The project would process natural gas pumped through an existing line that branches off south to Kitimat from Pacific Northern Gas’ Western Transmission main pipeline running from Summit Lake near Prince George west to Terrace and Prince Rupert. Power to treat and liquefy natural gas would come from a BC Hydro transmission line adjacent to the property that runs to Kitimat.
“We need to get the gas really cold, like 100-150 degrees below zero. Then it turns to liquid, and it just sits there inert. It’s odourless, it’s colourless, you can drop a match on it and it won’t light,” Roberts says.
The frozen product would then be transferred into specialized containers and stored on-site for short periods until it’s loaded onto trucks for delivery to domestic or international markets through the Fairview Container Terminal in Prince Rupert. The containers would then be sent back to the site, where they will be kept for storage and refills.
“There’s also a domestic market. There’s remote [First Nation] communities that are right now burning diesel for their generators, and we’re going to try and convince them to use natural gas generators, which are much cleaner for the environment.”
The goal is to get the facility to 24/7 operations, shipping out approximately 24 containers a day, says Roberts.
While it’s not known how many local jobs could be created, Roberts says TSE will be looking to hire area residents.
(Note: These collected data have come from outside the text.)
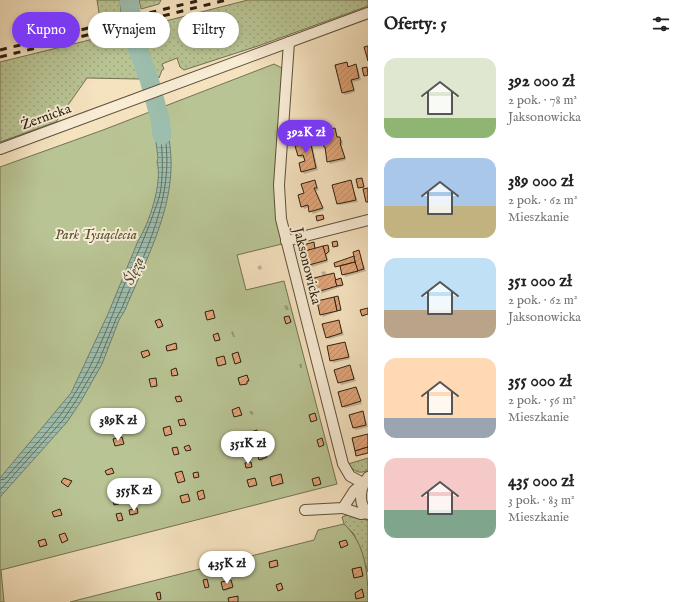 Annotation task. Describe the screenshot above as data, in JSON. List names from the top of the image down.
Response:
{
  "streets": {
    "street": ["Żernicka", "Jaksonowicka"]
  },
  "crossings": [
    ["Żernicka", "Jaksonowicka"]
  ],
  "water": ["Ślęza"],
  "parks": ["Park Tysiąclecia"],
  "page": {
    "heading": "Oferty: 5",
    "chip": ["Kupno", "Wynajem", "Filtry"],
    "list": [
      {
        "name": "392 000 zł",
        "note": "2 pok. · 78 m² · Jaksonowicka"
      },
      {
        "name": "389 000 zł",
        "note": "2 pok. · 62 m² · Mieszkanie"
      },
      {
        "name": "351 000 zł",
        "note": "2 pok. · 62 m² · Jaksonowicka"
      },
      {
        "name": "355 000 zł",
        "note": "2 pok. · 56 m² · Mieszkanie"
      },
      {
        "name": "435 000 zł",
        "note": "3 pok. · 83 m² · Mieszkanie"
      }
    ],
    "price": [
      "392K zł",
      "389K zł",
      "351K zł",
      "355K zł",
      "435K zł"
    ]
  }
} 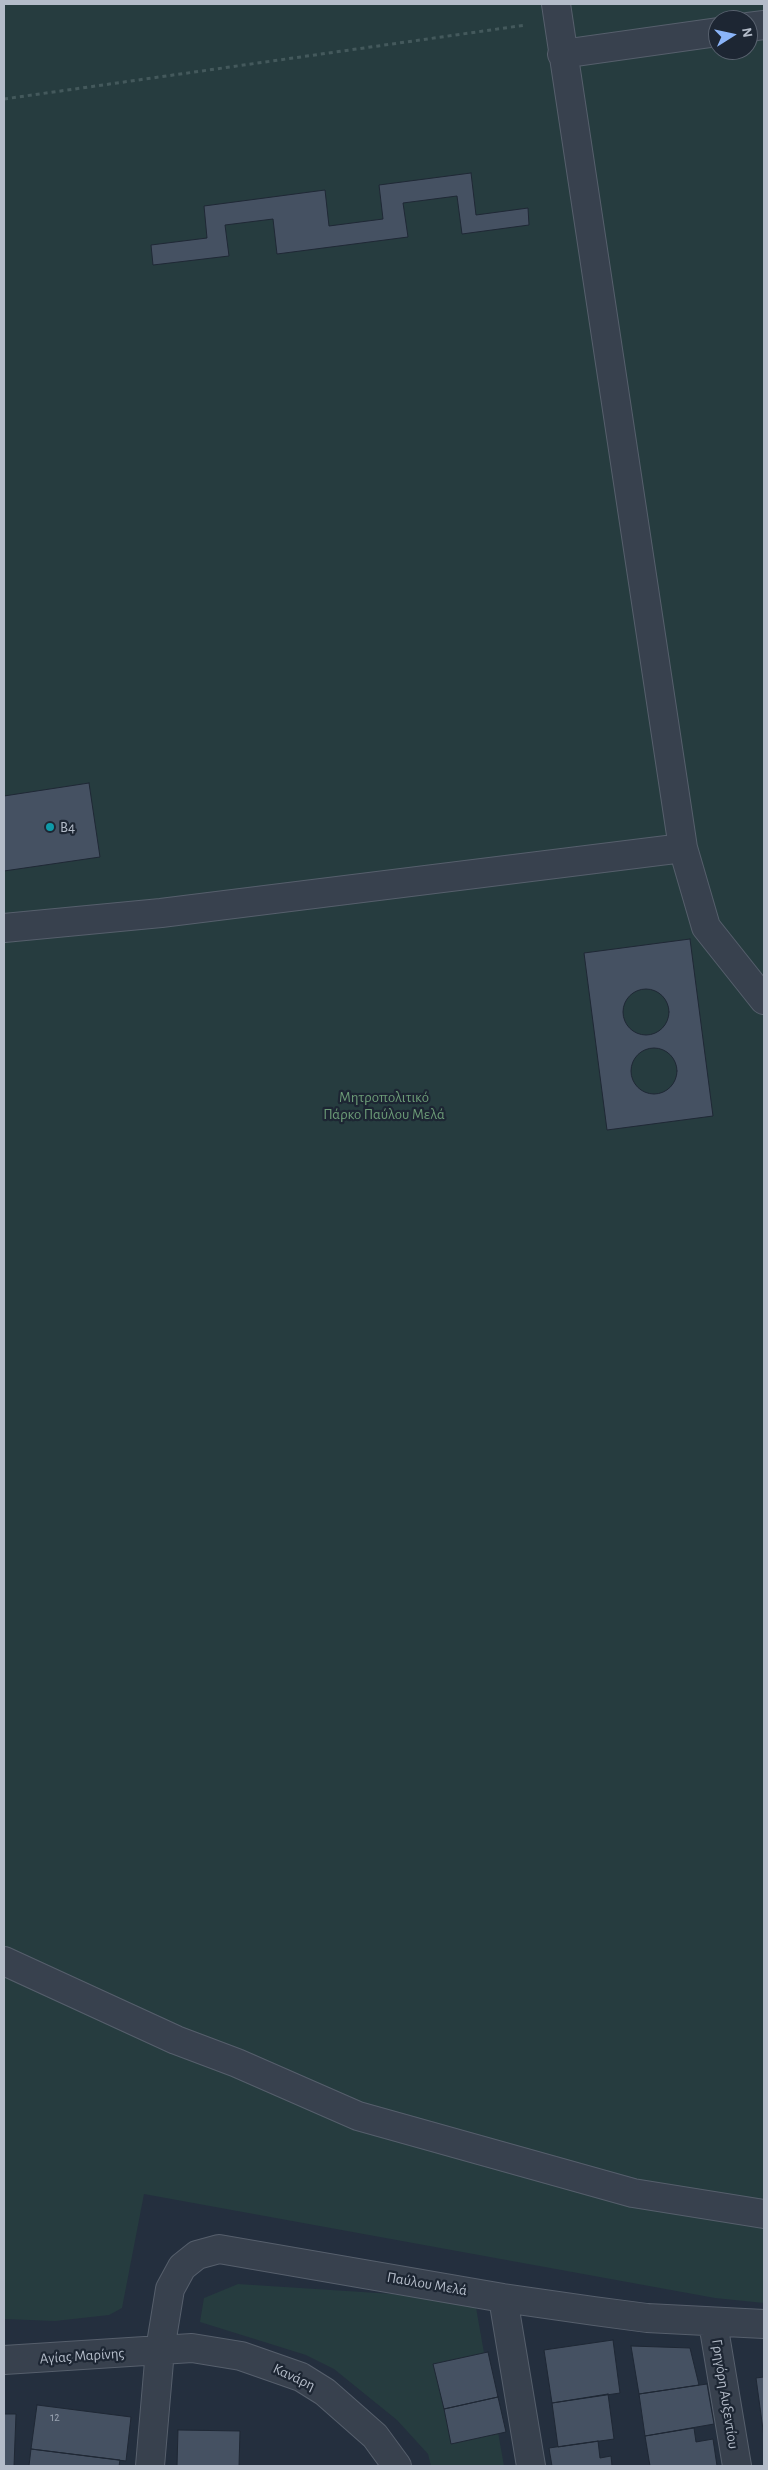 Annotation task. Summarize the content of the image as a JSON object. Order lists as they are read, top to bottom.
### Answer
{
  "streets": {
    "street": [
      "Παύλου Μελά",
      "Αγίας Μαρίνης",
      "Κανάρη",
      "Γρηγόρη Αυξεντίου"
    ]
  },
  "crossings": [
    ["Παύλου Μελά", "Αγίας Μαρίνης"],
    ["Παύλου Μελά", "Κανάρη"],
    ["Παύλου Μελά", "Γρηγόρη Αυξεντίου"],
    ["Αγίας Μαρίνης", "Κανάρη"]
  ],
  "parks": ["Μητροπολιτικό Πάρκο Παύλου Μελά"],
  "places": ["Β4"],
  "house_numbers": ["12"],
  "north": "right"
} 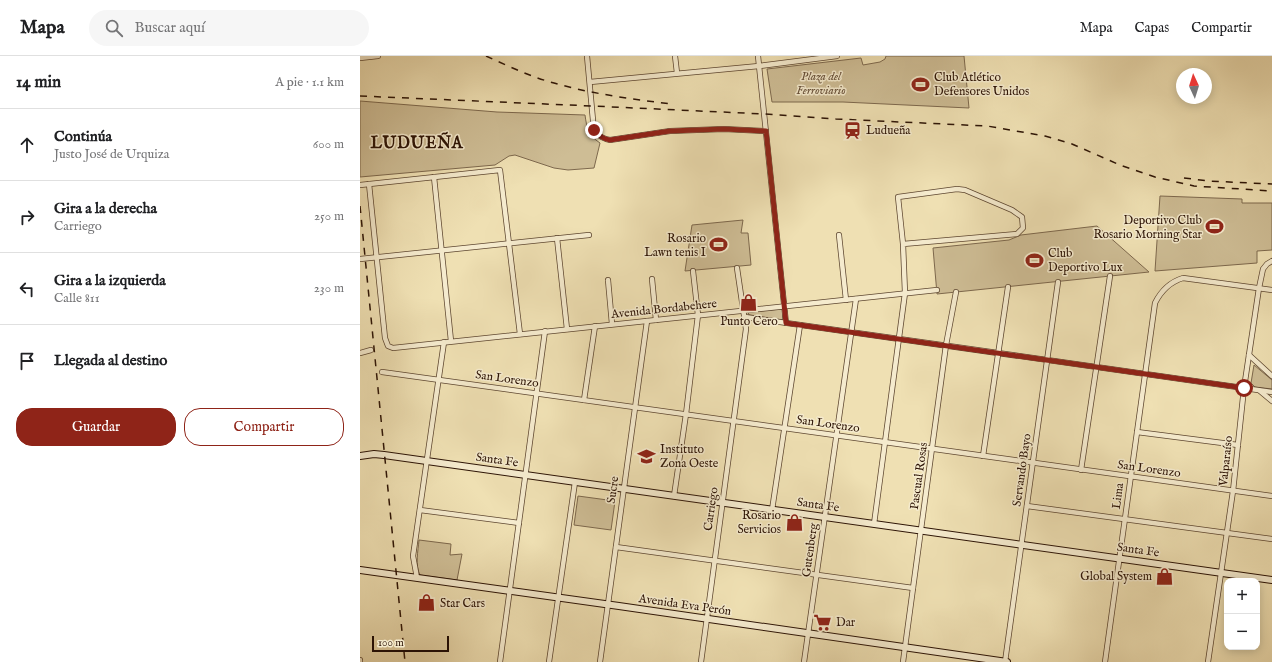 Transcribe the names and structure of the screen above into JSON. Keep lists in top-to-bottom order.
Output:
{
  "streets": {
    "main road": ["Santa Fe", "Avenida Eva Perón"],
    "street": [
      "Avenida Bordabehere",
      "San Lorenzo",
      "Valparaíso",
      "Servando Bayo",
      "Pascual Rosas",
      "Sucre",
      "Lima",
      "Carriego",
      "Gutenberg"
    ]
  },
  "crossings": [
    ["Avenida Bordabehere", "Sucre"],
    ["Avenida Bordabehere", "Carriego"],
    ["Avenida Bordabehere", "Gutenberg"],
    ["San Lorenzo", "Valparaíso"],
    ["San Lorenzo", "Servando Bayo"],
    ["San Lorenzo", "Pascual Rosas"],
    ["San Lorenzo", "Sucre"],
    ["San Lorenzo", "Lima"],
    ["San Lorenzo", "Carriego"],
    ["San Lorenzo", "Gutenberg"],
    ["Santa Fe", "Valparaíso"],
    ["Santa Fe", "Servando Bayo"],
    ["Santa Fe", "Pascual Rosas"],
    ["Santa Fe", "Sucre"],
    ["Santa Fe", "Lima"],
    ["Santa Fe", "Carriego"],
    ["Santa Fe", "Gutenberg"],
    ["Valparaíso", "Lima"],
    ["Servando Bayo", "Avenida Eva Perón"],
    ["Pascual Rosas", "Avenida Eva Perón"],
    ["Sucre", "Avenida Eva Perón"],
    ["Carriego", "Avenida Eva Perón"],
    ["Gutenberg", "Avenida Eva Perón"]
  ],
  "districts": ["LUDUEÑA"],
  "parks": ["Plaza del Ferroviario"],
  "places": {
    "sports": [
      "Club Atlético Defensores Unidos",
      "Deportivo Club Rosario Morning Star",
      "Rosario Lawn tenis I",
      "Club Deportivo Lux"
    ],
    "station": ["Ludueña"],
    "shop": [
      "Punto Cero",
      "Rosario Servicios",
      "Global System",
      "Star Cars"
    ],
    "school or university": ["Instituto Zona Oeste"],
    "supermarket": ["Dar"]
  },
  "scale_bar": "100 m",
  "north": "top",
  "page": {
    "header": "Mapa",
    "search": "Buscar aquí",
    "nav": ["Mapa", "Capas", "Compartir"],
    "heading": ["14 min", "A pie · 1.1 km"],
    "list": [
      ["Continúa", "Justo José de Urquiza", "600 m"],
      ["Gira a la derecha", "Carriego", "250 m"],
      ["Gira a la izquierda", "Calle 811", "230 m"],
      "Llegada al destino"
    ],
    "buttons": ["Guardar", "Compartir"],
    "map_buttons": ["+", "−"],
    "scale": "100 m"
  }
} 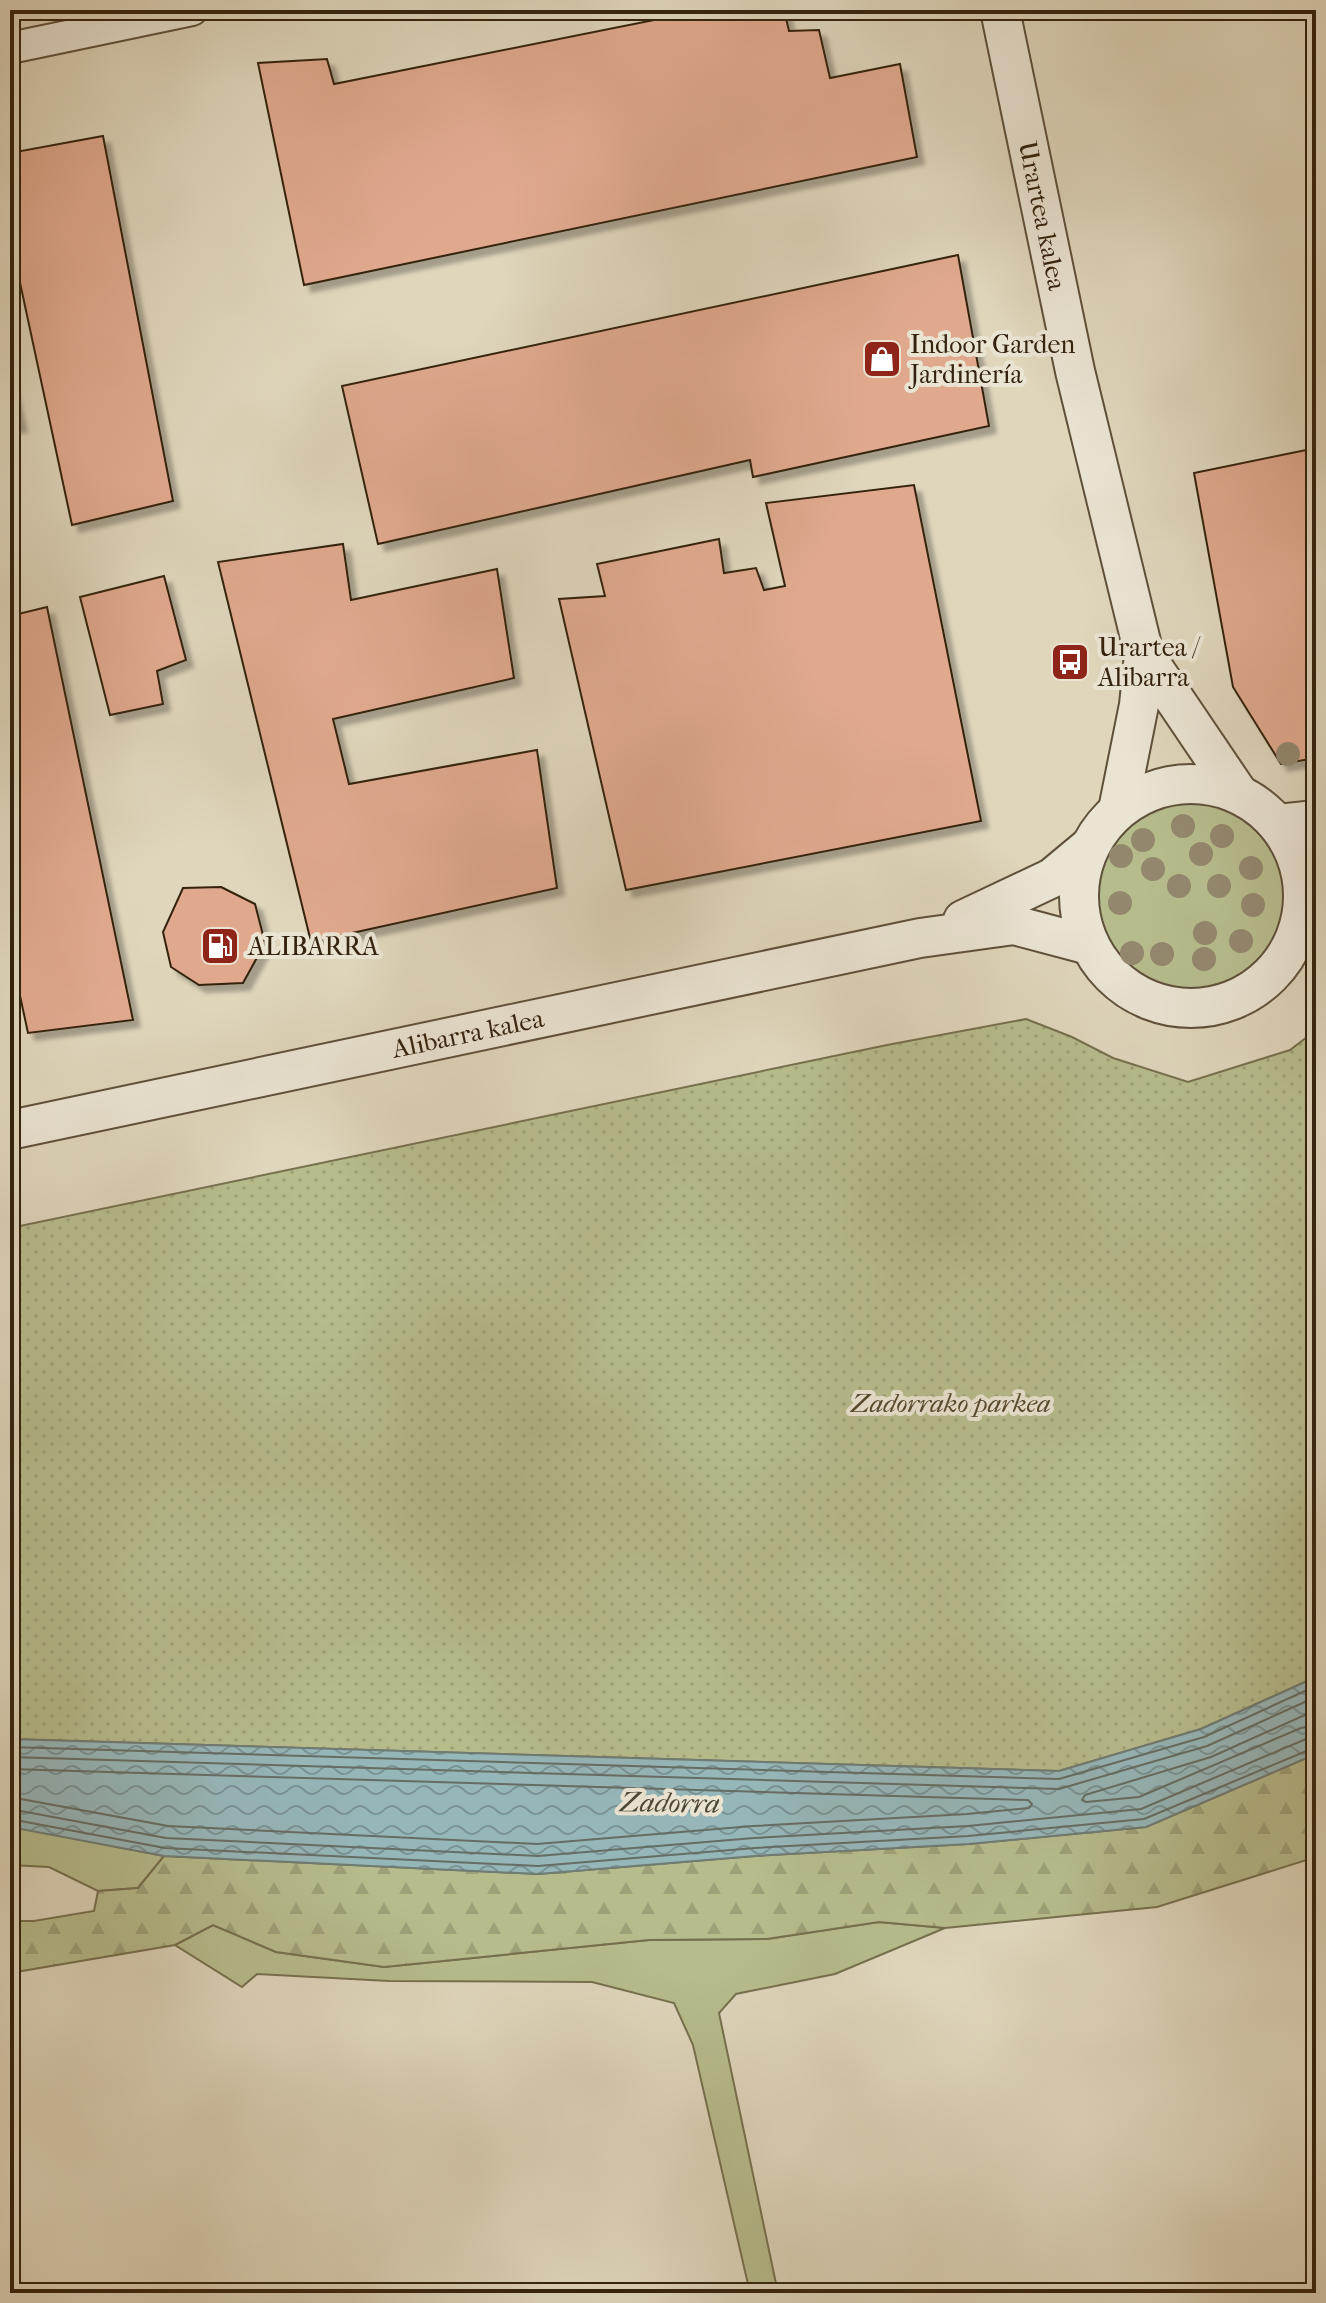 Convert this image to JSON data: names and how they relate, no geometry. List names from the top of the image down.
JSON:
{
  "streets": {
    "street": ["Urartea kalea", "Alibarra kalea"]
  },
  "crossings": [
    ["Urartea kalea", "Alibarra kalea"]
  ],
  "water": ["Zadorra"],
  "parks": ["Zadorrako parkea"],
  "places": {
    "shop": ["Indoor Garden Jardinería"],
    "bus stop": ["Urartea / Alibarra"],
    "fuel station": ["ALIBARRA"]
  }
} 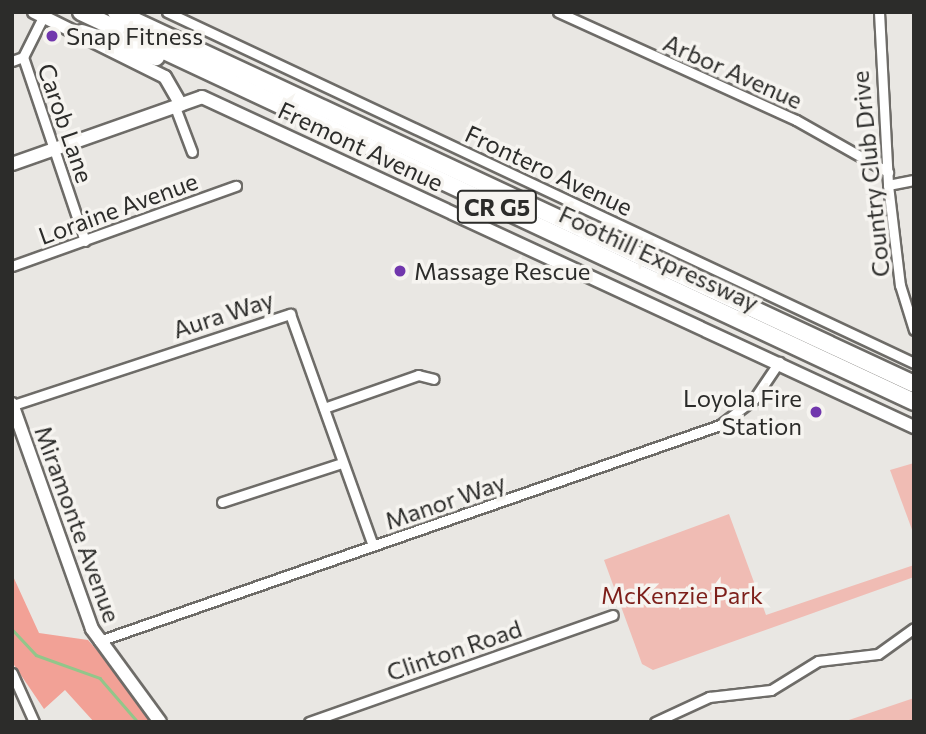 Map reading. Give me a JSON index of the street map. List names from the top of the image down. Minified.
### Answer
{"streets":{"highway":["CR G5","Foothill Expressway"],"street":["Arbor Avenue","Carob Lane","Fremont Avenue","Frontero Avenue","Country Club Drive","Loraine Avenue","Aura Way","Manor Way","Miramonte Avenue","Clinton Road"]},"crossings":[["Arbor Avenue","Country Club Drive"],["Carob Lane","Fremont Avenue"],["Carob Lane","Loraine Avenue"],["Fremont Avenue","Manor Way"],["Aura Way","Manor Way"],["Aura Way","Miramonte Avenue"],["Manor Way","Miramonte Avenue"]],"parks":["McKenzie Park"],"places":["Snap Fitness","Massage Rescue","Loyola Fire Station"]}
“A lot of it is connecting the liquefaction plant to the units to fill up the containers, and then delivering those containers to Prince Rupert, so there’s going to be ongoing work for people in the Terrace area,” he says. “There may be some technical training that’s required, but we would have no problem hiring locally.”
Skeena LNG is small enough for the company to bypass federal and provincial environmental assessments. TSE will instead submit a permit application to the BC Oil and Gas Commission (OGC), a provincial agency.
“It’s called a facility permit application process, and there is an environmental impact study that needs to be done in order to pass, and we are doing that,” Robert says. “The land is cleared, so it’s not impacting a natural site. There’s no creek or waterfront nearby, I mean, it’s not sitting on a waterfront. But a separate environmental assessment by the Ministry of Environment is not required because it’s not big enough to warrant.”
Any required applications will also be sent to the City of Terrace.
David Block, city director of development services, says the permits required are nothing unusual. TSE would need a development permit and a building permit when they get to that stage, and they have to finalize and enter a land lease agreement with Taisheng for the first phase of development.
“Not a lot of construction as far as buildings, but they would need some office space, warehouse/ maintenance building and some storage,” Block says.
No additional roads will be constructed to carry out the proposed activities.
A letter introducing the project was sent to residents living in Jackpine Flats on Oct. 16. Residents and organizations had until Nov. 6 to send comments to TSE. They can also request a meeting with the company.
Terrace resident Rob Hart wrote a letter to B.C. Premier John Horgan and the Ministry of Environment detailing his concerns about the project, including having a micro-LNG facility so close to the airport.
“The people of Jackpine Flats, who live closest to the proposed plant, received a form letter advising them they had three weeks to respond should they have objections,” Hart writes in the letter.
“Why is there not effective notice to the people of the wider Terrace community? Why is there not an environmental review of the connecting pipeline? Why is the time for review, comment, discuss and possibly object so foreshortened as to preclude meaningful public input? Equally important, why is no assistance offered to assist citizens to raise issues of local importance?”
North West Watch, a regional group which examines environmental issues, has stated it will be sending feedback to TSE and the OGC.
This isn’t TSE’s first jump into LNG exports from B.C. to Asian markets. FortisBC, a utility company operating a liquefaction facility on the Fraser River near Vancouver, signed Canada’s first ‘long-term’ supply agreement to produce LNG for export to China with TSE in July.
Under the two-year agreement, 53,000 tonnes of LNG will be shipped from the Tilbury facility in B.C. to China by summer 2021.